A igreja de pedras pretas, construída pelos veranistas, em 1954, foi erguida de costas para o mar – sem má fé, mas imperdoável para os pescadores. E é por isso que os pescadores continuam freqüentando a capela de Nossa Senhora dos Navegantes, bem mais antiga, construída em 1922 – igrejinha menor, “branca, como uma capelinha panda ao vento”, para usar a expressão da Praieira de Othoniel Menezes.
Na Festa de Nossa Senhora dos Navegantes há duas procissões, com duas imagens: a da capelinha antiga é a imagem da Procissão Marítima, pelas águas do rio Potengi, entre a Boca da Barra e os confins da Base Naval; e a imagem da igreja preta que vai por terra, levada pelos veranistas ao longo das ruas e becos da vila.
O toque de fé e lirismo é o encontro das duas imagens, sob o aplauso fervoroso do povo simples de lá, inclusive nós que cantamos o Hino da Santa arrastando a esperança de que, não tendo faltado à sua procissão, seremos felizes o ano inteiro. Uma velha certeza, mistura de lendas e crenças populares.
De pedras do mar, também foi construído o Redinha Clube, em 1937, para o deleite festivo dos veranistas e pescadores em épocas de carnaval e durante a Festa do Caju. Durante décadas, o Redinha Clube teve uma importância relevante para a sociedade que freqüentava aquele recanto do Potengi. Hoje, está abandonado e esquecido, quase enterrado pela areia que avança para a vila.
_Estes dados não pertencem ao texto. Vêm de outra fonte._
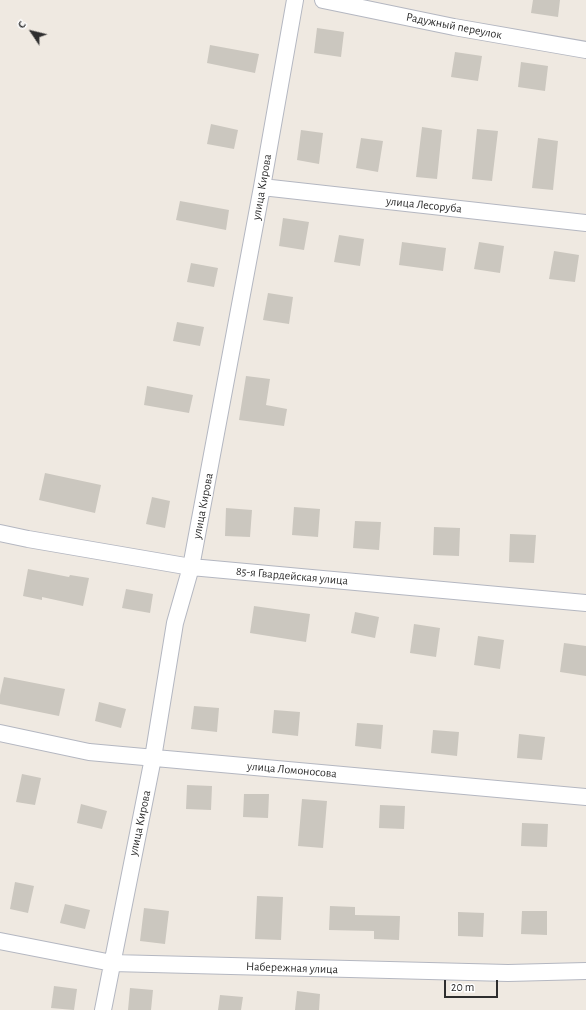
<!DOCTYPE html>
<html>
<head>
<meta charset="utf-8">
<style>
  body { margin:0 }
  #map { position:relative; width:586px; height:1010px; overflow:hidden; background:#efe9e1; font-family:"Alegreya Sans",sans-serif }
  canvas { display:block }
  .north { position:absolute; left:12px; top:12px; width:40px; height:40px; -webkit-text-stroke:3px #fff; paint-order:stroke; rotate:305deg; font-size:11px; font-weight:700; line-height:16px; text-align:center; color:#2e2e2e }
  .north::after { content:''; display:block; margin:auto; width:14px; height:18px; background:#2e2e2e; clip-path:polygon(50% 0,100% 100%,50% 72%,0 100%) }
  .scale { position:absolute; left:444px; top:980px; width:54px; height:18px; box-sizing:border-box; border:2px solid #2e2e2e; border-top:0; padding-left:5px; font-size:12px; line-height:14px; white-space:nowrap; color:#2e2e2e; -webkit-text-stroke:3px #fff; paint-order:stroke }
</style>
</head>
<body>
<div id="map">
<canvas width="586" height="1010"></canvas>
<div class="north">С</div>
<div class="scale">20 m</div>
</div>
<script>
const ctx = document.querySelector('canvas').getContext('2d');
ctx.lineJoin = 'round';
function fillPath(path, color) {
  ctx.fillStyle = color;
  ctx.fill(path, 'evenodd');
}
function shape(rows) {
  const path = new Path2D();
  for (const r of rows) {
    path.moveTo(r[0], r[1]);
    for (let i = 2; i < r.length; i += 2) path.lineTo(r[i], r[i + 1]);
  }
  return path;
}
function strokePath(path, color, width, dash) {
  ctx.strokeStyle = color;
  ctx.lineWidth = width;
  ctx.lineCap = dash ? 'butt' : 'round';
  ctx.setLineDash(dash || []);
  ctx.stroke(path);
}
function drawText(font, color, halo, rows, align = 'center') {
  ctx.font = font + ' "Alegreya Sans",sans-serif';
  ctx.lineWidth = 3;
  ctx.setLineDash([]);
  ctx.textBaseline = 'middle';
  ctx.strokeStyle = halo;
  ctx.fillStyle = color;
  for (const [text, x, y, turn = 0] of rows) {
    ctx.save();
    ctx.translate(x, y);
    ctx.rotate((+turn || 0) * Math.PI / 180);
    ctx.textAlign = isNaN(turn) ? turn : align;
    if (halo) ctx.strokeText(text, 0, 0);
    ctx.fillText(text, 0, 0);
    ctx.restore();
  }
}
fillPath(shape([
  [533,0,560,0,558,17,531,13],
  [317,28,344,32,341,57,314,53],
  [210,45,259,54,255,73,207,63],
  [455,52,482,56,478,81,451,77],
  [521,62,548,66,545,91,518,87],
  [211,124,238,130,234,149,207,144],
  [422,127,442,130,437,179,416,177],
  [477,129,498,131,492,181,472,179],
  [301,130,323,133,319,164,297,160],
  [361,138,383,141,378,172,356,168],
  [538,138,558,141,553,190,532,188],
  [180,201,229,210,226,230,176,220],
  [283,218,309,222,304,250,279,246],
  [339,235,364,239,360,266,334,262],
  [402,242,446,248,443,271,399,265],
  [479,242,504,246,500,273,474,269],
  [554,251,579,255,575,282,549,279],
  [191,263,218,268,214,287,187,282],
  [268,293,293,297,289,324,263,320],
  [177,322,204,327,200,346,173,341],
  [246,376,270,379,266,405,287,409,284,426,239,420],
  [147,386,193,395,189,413,144,405],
  [45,473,101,485,95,513,39,500],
  [152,497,170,501,165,528,146,524],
  [294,507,320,509,318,537,292,535],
  [226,508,252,510,250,537,225,536],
  [355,521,381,522,379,550,353,548],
  [434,527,460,528,459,556,433,555],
  [510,534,536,535,534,563,509,562],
  [28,569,69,577,70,575,89,578,83,606,42,597,42,600,23,596],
  [126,589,153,594,150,613,122,608],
  [254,606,310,614,306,642,250,633],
  [355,612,379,617,375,638,351,633],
  [414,624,440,628,436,657,410,653],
  [478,636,504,640,500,669,474,665],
  [564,643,586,646,586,676,560,672],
  [4,677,65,689,59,716,0,704,0,695],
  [99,702,126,709,121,728,95,721],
  [194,706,219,708,217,732,191,729],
  [274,710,300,712,298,736,272,733],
  [357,723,383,725,381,749,355,746],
  [433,730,459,732,457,756,431,753],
  [519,734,545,737,542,760,517,758],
  [22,774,41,778,35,805,16,802],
  [187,785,212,786,211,810,186,809],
  [244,794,269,794,268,818,243,817],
  [302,799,327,801,323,848,298,846],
  [81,804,107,811,102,829,77,823],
  [380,805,405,806,404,829,379,828],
  [522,823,548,824,547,847,521,846],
  [15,882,34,886,28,913,10,909],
  [257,896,283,897,281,940,255,939],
  [65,904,90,910,85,929,60,923],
  [330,906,355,907,355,915,400,916,399,940,374,939,374,931,329,930],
  [144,908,169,911,165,944,140,941],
  [522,911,547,911,547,935,521,934],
  [458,912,484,913,483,937,458,936],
  [54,986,77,989,74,1010,51,1008],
  [130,988,153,990,151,1010,128,1010],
  [297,991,320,994,319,1010,295,1010],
  [220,995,243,997,241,1010,218,1010]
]), '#cbc7bf');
const street = shape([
  [323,0,454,27,586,50],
  [262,187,586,223],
  [0,533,28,539,191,567,586,603],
  [0,733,89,752,586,797],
  [0,941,112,963,508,973,586,971],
  [103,1010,153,758,175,623,191,567,262,187,295,0]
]);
strokePath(street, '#b4b7c1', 18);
strokePath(street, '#fff', 16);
drawText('12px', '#2e2e2e', '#fff', [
  ["Радужный переулок",454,26,11],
  ["улица Кирова",262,187,-80],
  ["улица Лесоруба",424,205,6],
  ["улица Кирова",203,506,-79],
  ["85-я Гвардейская улица",292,576,5],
  ["улица Ломоносова",292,770,5],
  ["улица Кирова",140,823,-78],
  ["Набережная улица",292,968,2]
]);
</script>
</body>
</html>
A praia da Redinha sempre foi cortejada por intelectuais, boêmios e artistas, os quais viam em sua paisagem balneárias, entre mangues de rio e mar aberto, um lugar mágico para inspiração e descanso.
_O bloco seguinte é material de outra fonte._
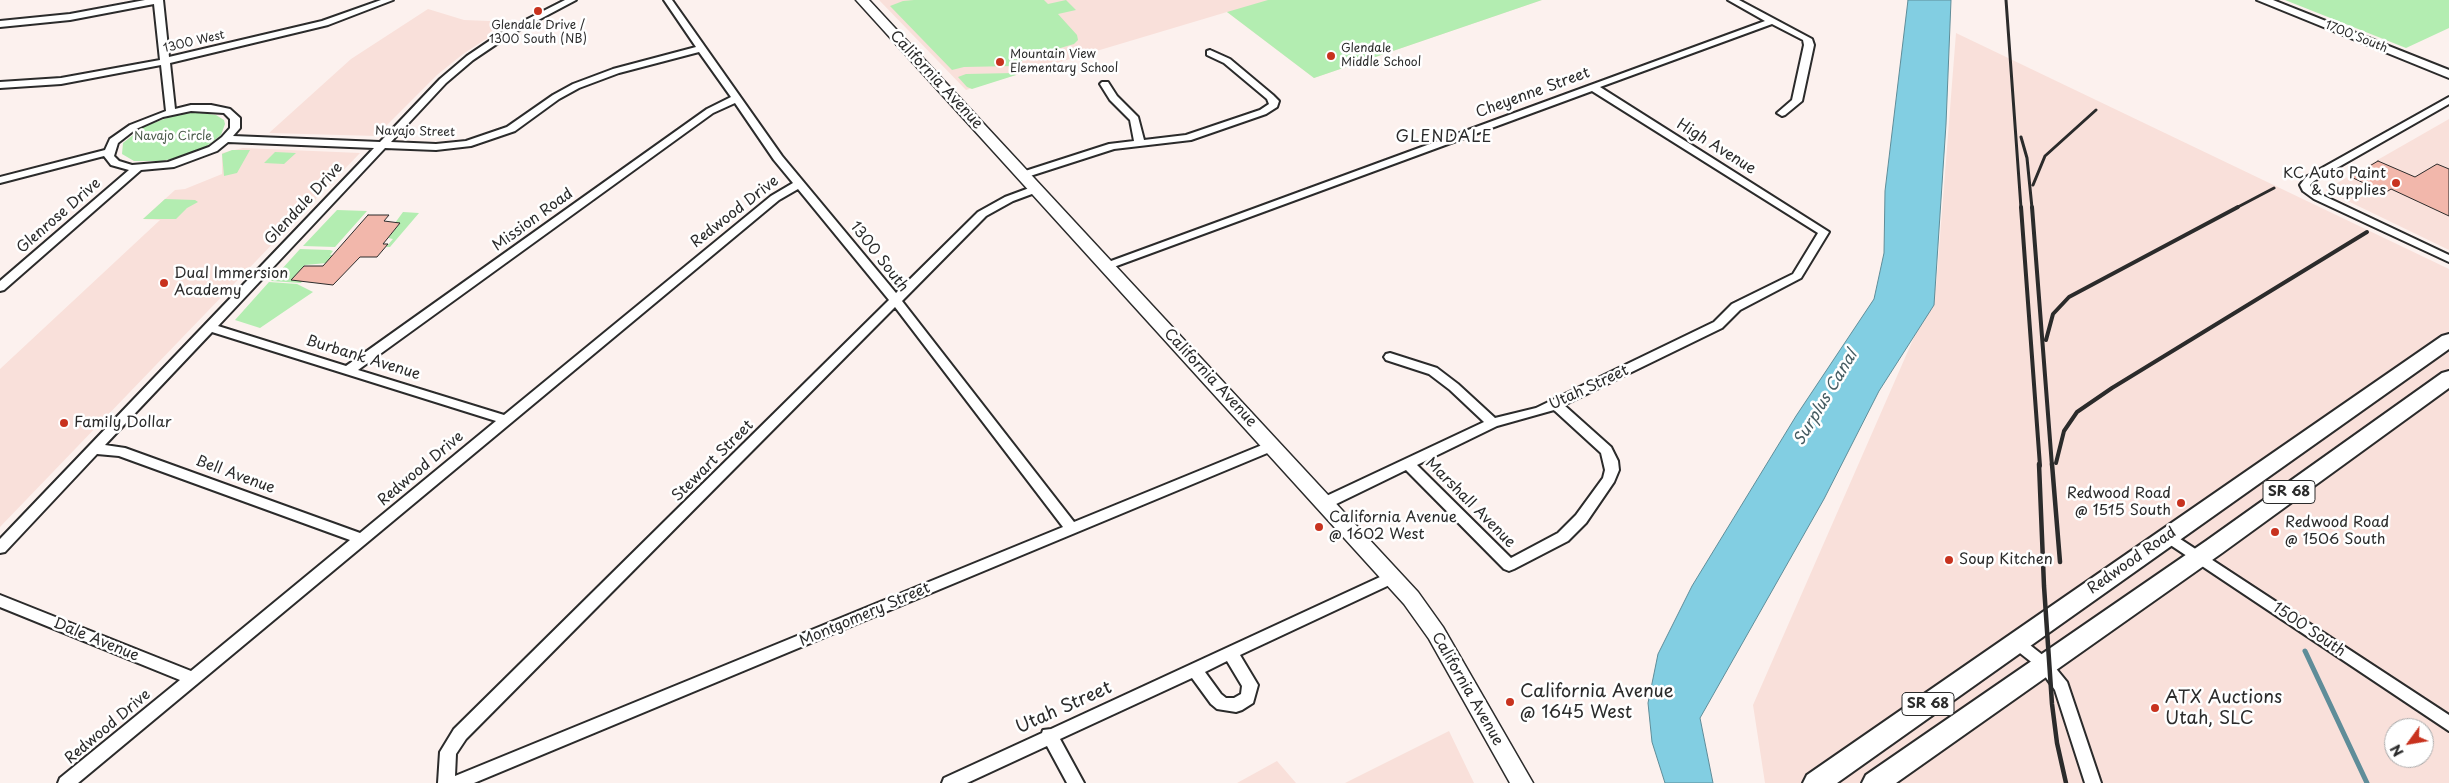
<!DOCTYPE html>
<html>
<head>
<meta charset="utf-8">
<style>
  body { margin:0 }
  #map { position:relative; width:2449px; height:783px; overflow:hidden; background:#fcf1ee; font-family:"Playpen Sans",sans-serif }
  canvas { display:block }
  .north { position:absolute; left:2384px; top:718px; width:50px; height:50px; box-sizing:border-box; background:#fff; border:1px solid #aaa; border-radius:50%; rotate:238deg; font-size:14px; font-weight:700; line-height:20px; text-align:center; color:#2b2b2b }
  .north::after { content:''; display:block; margin:auto; width:18px; height:22px; background:#c8321e; clip-path:polygon(50% 0,100% 100%,50% 72%,0 100%) }
</style>
</head>
<body>
<div id="map">
<canvas width="2449" height="783"></canvas>
<div class="north">N</div>
</div>
<script>
const ctx = document.querySelector('canvas').getContext('2d');
ctx.lineJoin = 'round';
function fill(path, color) {
  ctx.fillStyle = color;
  ctx.fill(path, 'evenodd');
}
function toPath(rows) {
  const path = new Path2D();
  for (const r of rows) {
    path.moveTo(r[0], r[1]);
    for (let i = 2; i < r.length; i += 2) path.lineTo(r[i], r[i + 1]);
  }
  return path;
}
function trace(path, color, width, dash) {
  ctx.strokeStyle = color;
  ctx.lineWidth = width;
  ctx.lineCap = dash ? 'butt' : 'round';
  ctx.setLineDash(dash || []);
  ctx.stroke(path);
}
function write(font, color, halo, rows, align = 'center') {
  ctx.font = font + ' "Playpen Sans",sans-serif';
  ctx.lineWidth = 5;
  ctx.setLineDash([]);
  ctx.textBaseline = 'middle';
  ctx.strokeStyle = halo;
  ctx.fillStyle = color;
  for (const [text, x, y, turn = 0] of rows) {
    ctx.save();
    ctx.translate(x, y);
    ctx.rotate((+turn || 0) * Math.PI / 180);
    ctx.textAlign = isNaN(turn) ? turn : align;
    if (halo) ctx.strokeText(text, 0, 0);
    ctx.fillText(text, 0, 0);
    ctx.restore();
  }
}
const built = toPath([
  [879,0,1542,0,1314,78,1227,12,966,90],
  [428,9,464,20,512,22,463,54,437,75,376,136,269,133,351,59],
  [1956,33,2449,269,2449,783,1765,783,1753,705,1936,287],
  [2394,728,2424,728,2424,758,2394,758],
  [2449,119,2449,250,2325,190],
  [243,148,360,153,0,527,0,369,160,220,143,219,175,190,185,189,222,174,222,153],
  [1449,731,1474,783,1345,783],
  [1277,761,1296,783,1237,783]
]);
const green = toPath([
  [914,0,1044,0,1048,4,1066,0,1076,10,1058,14,1077,35,1078,40,1074,44,1023,59,1020,64,1013,66,964,67,952,70,890,6,903,1],
  [1268,0,1542,0,1314,78,1227,12],
  [2285,0,2449,0,2449,28,2406,48],
  [1014,73,1016,75,972,89,967,87,958,77,966,74],
  [196,112,216,115,224,120,225,124,221,135,204,148,188,155,162,161,134,161,122,154,123,143,143,127,172,116],
  [232,150,250,150,237,173,224,176,222,154],
  [275,152,296,153,284,164,264,163],
  [165,199,195,200,198,202,187,208,176,219,143,219],
  [337,210,367,211,335,247,303,246],
  [403,212,419,213,390,247,386,247,393,239,388,238,400,223,395,223],
  [300,249,330,250,333,251,330,255,334,255,327,263,305,265,292,280,303,280,301,283,271,281],
  [269,282,297,284,313,292,260,328,235,320]
]);
const water = toPath([
  [1908,0,1951,0,1946,124,1934,305,1879,391,1824,499,1700,718,1713,783,1665,783,1652,742,1648,703,1658,654,1692,586,1796,416,1874,299,1884,253,1885,191,1908,0]
]);
const stream = toPath([
  [2305,651,2367,783]
]);
const building = toPath([
  [2378,161,2415,177,2437,164,2449,169,2449,216,2391,189,2385,193,2351,177,2378,161],
  [368,215,389,215,384,221,400,223,383,244,388,244,377,257,360,257,333,285,291,280,304,266,323,266,368,215]
]);
const minor = toPath([
  [145,0,163,0,169,57,322,21,381,0,393,0,328,25,170,63,175,109,191,105,211,105,230,109,240,118,240,128,233,136,380,142,440,79,467,56,504,31,565,0,576,0,510,35,473,60,446,83,391,142,436,144,466,141,507,127,553,95,573,84,613,69,696,47,664,0,672,0,782,156,896,293,978,212,1005,197,1032,187,1040,187,1040,191,1013,201,986,216,902,301,1074,522,1267,443,1272,441,1277,443,1279,446,1277,449,474,783,438,783,440,752,454,729,889,300,798,189,779,200,78,783,58,783,60,778,180,680,0,607,0,595,191,671,350,540,119,456,97,454,5,552,0,553,0,539,374,148,228,142,217,151,174,167,141,170,4,290,0,291,0,281,129,170,111,165,104,156,0,183,0,177,105,150,110,139,130,125,166,111,161,65,61,84,0,88,0,82,61,78,160,60,154,4,70,20,0,27,0,21,70,14,145,0],
  [699,52,731,97,707,109,346,366,218,326,385,148,436,150,471,146,515,131,559,99,579,88,619,73,699,52],
  [735,103,774,160,793,183,771,196,504,415,358,370,713,113,735,103],
  [191,111,224,113,230,119,230,128,222,137,209,147,168,162,132,165,119,161,114,156,118,143,136,129,163,117,191,111],
  [895,307,1063,527,455,776,456,754,466,739,895,307],
  [212,332,496,421,360,533,125,448,105,445,212,332],
  [1728,0,1739,0,1812,39,1814,45,1802,101,1785,115,1782,116,1777,113,1792,100,1804,45,1803,40,1772,24,1600,87,1829,232,1801,278,1740,310,1722,328,1564,405,1611,447,1618,461,1619,470,1614,482,1586,523,1568,541,1514,569,1509,571,1504,569,1406,470,1330,507,1320,507,1318,503,1320,499,1484,422,1450,390,1429,374,1386,360,1384,357,1386,354,1390,353,1437,368,1458,384,1495,418,1536,408,1714,322,1732,304,1793,274,1818,233,1592,91,1111,268,1103,268,1101,266,1103,264,1765,21,1728,0],
  [1554,410,1601,453,1605,470,1603,478,1576,515,1558,533,1511,558,1417,465,1497,426,1554,410],
  [1210,50,1230,59,1273,95,1279,101,1277,107,1266,114,1191,140,1114,149,1027,177,1023,178,1018,175,1019,173,1109,144,1134,141,1130,120,1110,100,1100,84,1102,82,1108,82,1117,96,1138,117,1144,140,1186,135,1260,110,1269,104,1267,99,1224,63,1207,55,1207,51,1210,50],
  [2449,97,2449,104,2314,181,2310,185,2312,189,2322,195,2449,255,2449,262,2314,199,2303,191,2300,185,2306,177,2449,97],
  [2168,531,2449,715,2449,731,2163,540,2161,536,2163,532,2168,531],
  [1393,571,1398,573,1400,577,1398,581,1240,655,1258,685,1253,703,1242,710,1236,712,1217,709,1211,704,1192,678,1060,739,1084,783,1067,783,1047,746,967,783,942,783,944,778,1042,733,1043,730,1051,729,1393,571],
  [1227,661,1242,686,1241,694,1234,698,1226,698,1221,694,1205,672,1227,661],
  [2016,636,2021,638,2049,660,2067,682,2101,783,2085,783,2055,690,2039,668,2011,646,2009,642,2011,638,2016,636]
]);
const tertiary = toPath([
  [2257,0,2273,0,2449,70,2449,78,2257,0]
]);
const secondary = toPath([
  [856,0,869,0,1418,592,1443,627,1533,783,1510,783,1429,639,1404,604,856,0]
]);
const primary = toPath([
  [2449,334,2449,349,1837,783,1803,783,1807,775,2442,336,2449,334],
  [2449,371,2449,388,2222,553,1896,783,1862,783,1866,775,2206,541,2442,373,2449,371]
]);
const railFar2 = toPath([
  [2006,0,2021,208],
  [2021,137,2027,158,2032,208],
  [2033,185,2045,156,2096,110],
  [2236,208,2274,188]
]);
const railFar1 = toPath([
  [2021,207,2040,466],
  [2032,207,2052,466],
  [2046,340,2053,314,2069,297,2238,207],
  [2056,463,2064,431,2077,412,2112,388,2367,232]
]);
const rail = toPath([
  [2039,464,2044,586,2052,704,2057,743,2066,783],
  [2052,464,2060,562]
]);
const markers = [
  [538,11,5,"#c8321e"],
  [1331,56,5,"#c8321e"],
  [1000,62,5,"#c8321e"],
  [2396,183,5,"#c8321e"],
  [164,283,5,"#c8321e"],
  [64,423,5,"#c8321e"],
  [2181,503,5,"#c8321e"],
  [1319,527,5,"#c8321e"],
  [2275,532,5,"#c8321e"],
  [1949,560,5,"#c8321e"],
  [1510,702,5,"#c8321e"],
  [2155,708,5,"#c8321e"]
];
const farPoinames = [
  ["Glendale Drive /",538,26,"center"],
  ["1300 South (NB)",538,40,"center"],
  ["Glendale",1341,49],
  ["Middle School",1341,63],
  ["Mountain View",1010,55],
  ["Elementary School",1010,69]
];
const farStreetnames = [
  ["1700 South",2356,37,22],
  ["1300 West",194,42,-13],
  ["Navajo Street",415,132,1]
];
const farParknames = [
  ["Navajo Circle",173,137]
];
const shields = [
  [2289,492,52],
  [1928,704,52]
];
const shieldNames = [
  ["SR 68",2289,492],
  ["SR 68",1928,704]
];
const streetNames = [
  ["California Avenue",936,80,47],
  ["Cheyenne Street",1533,93,-20],
  ["High Avenue",1716,147,32],
  ["Glendale Drive",304,204,-47],
  ["Redwood Drive",735,212,-38],
  ["Glenrose Drive",59,216,-41],
  ["Mission Road",533,220,-36],
  ["1300 South",879,257,52],
  ["Burbank Avenue",363,358,17],
  ["California Avenue",1210,378,47],
  ["Utah Street",1589,388,-25],
  ["Stewart Street",713,461,-45],
  ["Redwood Drive",421,469,-40],
  ["Bell Avenue",235,475,20],
  ["Marshall Avenue",1470,503,45],
  ["Redwood Road",2132,561,-35],
  ["Montgomery Street",865,615,-23],
  ["1500 South",2309,630,34],
  ["Dale Avenue",96,640,22],
  ["California Avenue",1467,689,60],
  ["Redwood Drive",108,727,-40]
];
const poiNames = [
  ["KC Auto Paint",2386,174,"right"],
  ["& Supplies",2386,191,"right"],
  ["Dual Immersion",174,274],
  ["Academy",174,291],
  ["Family Dollar",74,423],
  ["Redwood Road",2171,494,"right"],
  ["@ 1515 South",2171,511,"right"],
  ["California Avenue",1329,518],
  ["@ 1602 West",1329,535],
  ["Redwood Road",2285,523],
  ["@ 1506 South",2285,540],
  ["Soup Kitchen",1959,560]
];
const neighbourhoodNames = [
  ["GLENDALE",1444,138]
];
const waterNames = [
  ["Surplus Canal",1826,398,-59]
];
const nearPoinames = [
  ["California Avenue",1520,692],
  ["@ 1645 West",1520,713],
  ["ATX Auctions",2165,698],
  ["Utah, SLC",2165,719]
];
const nearStreetnames = [
  ["Utah Street",1064,708,-24]
];
fill(built, '#f9e0da');
fill(green, '#b3edb1');
fill(water, '#82cee2');
trace(water, '#5f8d99', 1);
trace(stream, '#5f8d99', 5);
fill(building, '#f2b7ab');
trace(building, '#2b2b2b', 1);
trace(minor, '#2b2b2b', 4);
trace(tertiary, '#2b2b2b', 4);
trace(secondary, '#2b2b2b', 3);
trace(primary, '#2b2b2b', 4);
fill(minor, '#fff');
fill(tertiary, '#fff');
fill(secondary, '#fff');
fill(primary, '#fff');
trace(railFar2, '#2b2b2b', 3);
trace(railFar1, '#2b2b2b', 4);
trace(rail, '#2b2b2b', 4.5);
for (const [x, y, r, color] of markers) {
  const dot = new Path2D();
  dot.arc(x, y, r, 0, 2 * Math.PI);
  ctx.fillStyle = color;
  ctx.fill(dot);
  trace(dot, '#fff', 2);
}
write('12px', '#2b2b2b', '#fff', farPoinames, 'left');
write('12px', '#2b2b2b', '#fff', farStreetnames);
write('12px', '#4d5c4c', '#fff', farParknames);
for (const [x, y, w] of shields) {
  const box = new Path2D();
  box.roundRect(x - w / 2, y - 11.5, w, 23, 4);
  ctx.fillStyle = '#fff';
  ctx.fill(box);
  trace(box, '#2b2b2b', 1);
}
write('bold 14px', '#2b2b2b', null, shieldNames);
write('15px', '#2b2b2b', '#fff', streetNames);
write('15px', '#2b2b2b', '#fff', poiNames, 'left');
ctx.letterSpacing = '1px';
write('16px', '#2b2b2b', '#fff', neighbourhoodNames);
ctx.letterSpacing = '0px';
write('italic 16px', '#455c62', '#fff', waterNames);
write('18px', '#2b2b2b', '#fff', nearPoinames, 'left');
write('18px', '#2b2b2b', '#fff', nearStreetnames);
</script>
</body>
</html>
Quando visitava Natal, em 1929, o folclorista e escritor paulista Mario de Andrade, de passagem pela Redinha, encantado, disse no seu livro Aprendiz de Turista: “Oculta nessa monotonia de banda do mar, fica a Redinha, praia de verão, bairro em que ninguém sonha pela preguiça do pensamento que atravessa o rio com esse sol.”
O escritor Mario de Andrade foi convidado pelo mestre Câmara Cascudo a conhecer o folclore e a beleza do povo potiguar e ficou maravilhado com a travessia de barco, que saía do cais da rua Tavares de Lira até o trapiche, em frente ao Mercado da Redinha. Naquela época, a travessia pelo Rio Potengi era feita de barco a vela, só dependia do vento e dos braços fortes do pescador que comandava a embarcação.
É na Redinha que o cronista parnasiano, Vicente Serejo, adotou sua morada e, cuja prosa poética não esconde a paixão pela praia quando escreve: “Redinha boa, Redinha mansa, Redinha cheia de solidão como Pasárgada de Bandeira, lá todo mundo é Irene e ninguém precisa pedir licença”.
Os versos do poeta João Alfredo, morador antigo da vila, contempla os 400 anos de história da Redinha com acalantos à praia amada, como se o eterno canto de amor do poeta saísse feito uma prece ungida da alma, exprimindo todo sentimento e orgulho de ser potiguar.